L'errore da non fare
L'errore più comune è mettere il tartufo a cuocere insieme alla pasta o nel burro caldo: il tartufo perde completamente il suo profumo in pochi secondi se esposto a temperature superiori ai 60 gradi. Se lo aggiungi dopo, appena prima di servire, il suo aroma rimarrà intatto. Un altro sbaglio è usare troppo burro o troppo parmigiano che coprono il sapore delicato del tartufo: le dosi qui consigliate sono equilibrate per lasciare respirare l'aroma principale.
I nostri consigli
- Il tartufo fresco va consumato entro 3-4 giorni dalla raccolta. Conservalo in frigorifero avvolto in carta assorbente dentro un contenitore di plastica con coperchio. Cambia la carta ogni giorno. Il tartufo conservato in olio si mantiene fino a 2 mesi dopo l'apertura del barattolo, sempre in frigorifero.
- Variante ricca: aggiungi 50 g di panna fresca tiepida durante la mantecatura per una manteca ancora più cremosa, ma riduci leggermente il burro a 40 g.
- Se il tartufo fresco è di qualità eccellente puoi ridurre il parmigiano a 50 g perché non competa sul palato.

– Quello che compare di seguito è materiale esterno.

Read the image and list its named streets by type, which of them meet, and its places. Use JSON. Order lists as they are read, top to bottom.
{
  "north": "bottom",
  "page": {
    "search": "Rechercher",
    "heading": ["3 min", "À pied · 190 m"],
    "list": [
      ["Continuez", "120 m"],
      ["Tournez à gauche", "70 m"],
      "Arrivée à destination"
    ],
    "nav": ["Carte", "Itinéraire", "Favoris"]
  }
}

- Abbinamento tradizionale: servi gli spaghetti con un vino bianco secco leggero, come Vermentino o Pinot Grigio dei colli trevigiani.
- Sostituzione pratica: se il tartufo nero fresco è introvabile, va bene il tartufo conservato in olio o il tartufo nero d'estate. Evita l'essenza di tartufo sintetica perché ha un aroma artificiale e sgradevole.
Quando prepararla
Gli spaghetti al tartufo sono un piatto autunnale e invernale, quando il tartufo nero è disponibile da ottobre a dicembre. Non va preparato d'estate perché il tartufo fresco è irreperibile e la versione conservata perde charme nel caldo. È perfetto per cene eleganti, occasioni speciali o quando ospiti ospiti che gradiscono sapori raffinati senza pretese di elaborazione.
Domande frequenti
- Posso usare tartufo nero invece di bianco? Sì, è addirittura la scelta più comune e accessibile. Il tartufo nero ha un aroma più intenso e muschiato, il bianco è più delicato e profumato di aglio. Entrambi funzionano perfettamente con gli spaghetti.
- Quante lamelle di tartufo devo mettere veramente? Per 4 porzioni, 25 g di tartufo fresco a lamelle sono sufficienti per un aroma evidente senza sprechi. Se conservato in olio, un po' meno perché il sapore è più concentrato.
- Posso preparare gli spaghetti in anticipo? No, gli spaghetti al tartufo vanno mantecati e serviti immediatamente. Puoi preparare il tartufo affettato qualche minuto prima, ma la pasta deve finire nel piatto subito dopo la mantecatura.
- Il piatto è adatto a chi non mangia lattosio? No, perché contiene burro e parmigiano. Puoi sostituire il burro con olio extravergine d'oliva buono e il parmigiano con lievito nutrizionale, ma il risultato cambierà completamente di sapore.
- Che marca di pasta consigli? Scegli una pasta trafilata al bronzo di qualità certificata, non troppo commerciale. La trafilatura al bronzo crea una superficie leggermente ruvida che trattiene meglio il burro e il tartufo.